---
title: "ETC3250/5250 Assignment 3"
date: "DUE: Friday, May 8 5pm"
output: html_document
editor_options:
chunk_output_type: console
---
```{r setup, include=FALSE}
knitr::opts_chunk$set(
echo = FALSE,
eval = FALSE,
message = FALSE,
warning = FALSE)
```
## Instructions
- Assignment needs to be turned in as Rmarkdown, and as html, to moodle. That is, all the files that are needed to compile your report to be submitted.
- You need to list your team members on the report. For each of the four assignments, one team member needs to be nominated as the leader, and is responsible for coordinating the efforts of other team members, and submitting the assignment.
- It is strongly recommended that you individually complete the assignment, and then compare your answers and explanations with your team mates. Each student will have the opportunity to report on other team member's efforts on the assignment, and if a member does not substantially contribute to the team submission they may get a reduced mark, or even a zero mark.
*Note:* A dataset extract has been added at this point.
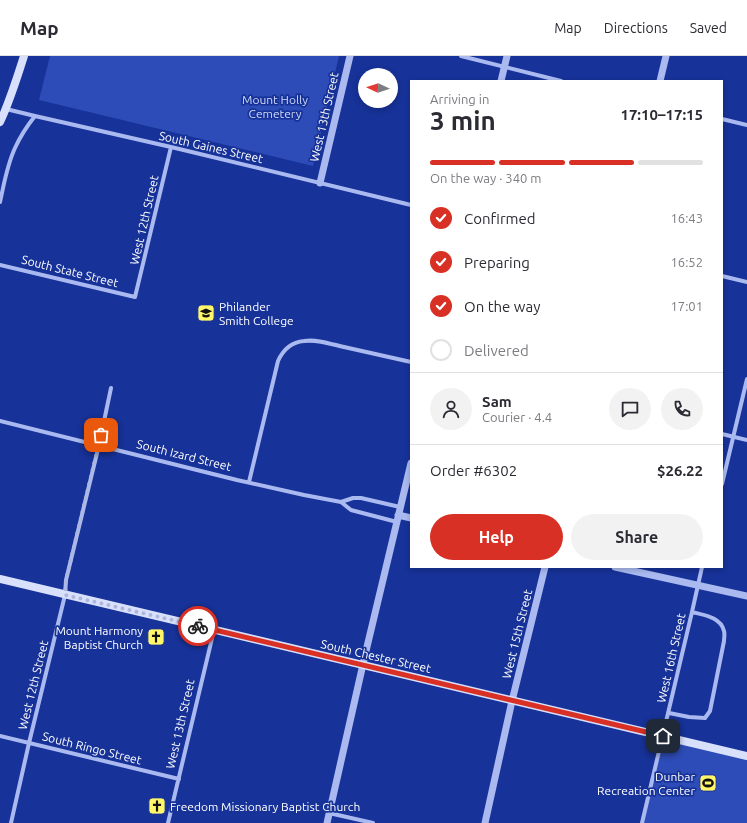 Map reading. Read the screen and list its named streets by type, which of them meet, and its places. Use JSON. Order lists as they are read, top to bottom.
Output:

- R code should be hidden in the final report, unless it is specifically requested.
- Original work is expected. Any material used from external sources needs to be acknowledged.
- There is a smaller skeleton of R code (with `???`) this time in the `Rmd` file. You will need to write more of your own code from scratch this time. The labs and lecture notes have examples for moost of the code you need.
## Marks
- Total mark will be out or 25
- 3 points will be reserved for readability, and appropriate citing of external sources
- 2 points will be reserved for reproducibility, that the report can be re-generated from the submitted Rmarkdown.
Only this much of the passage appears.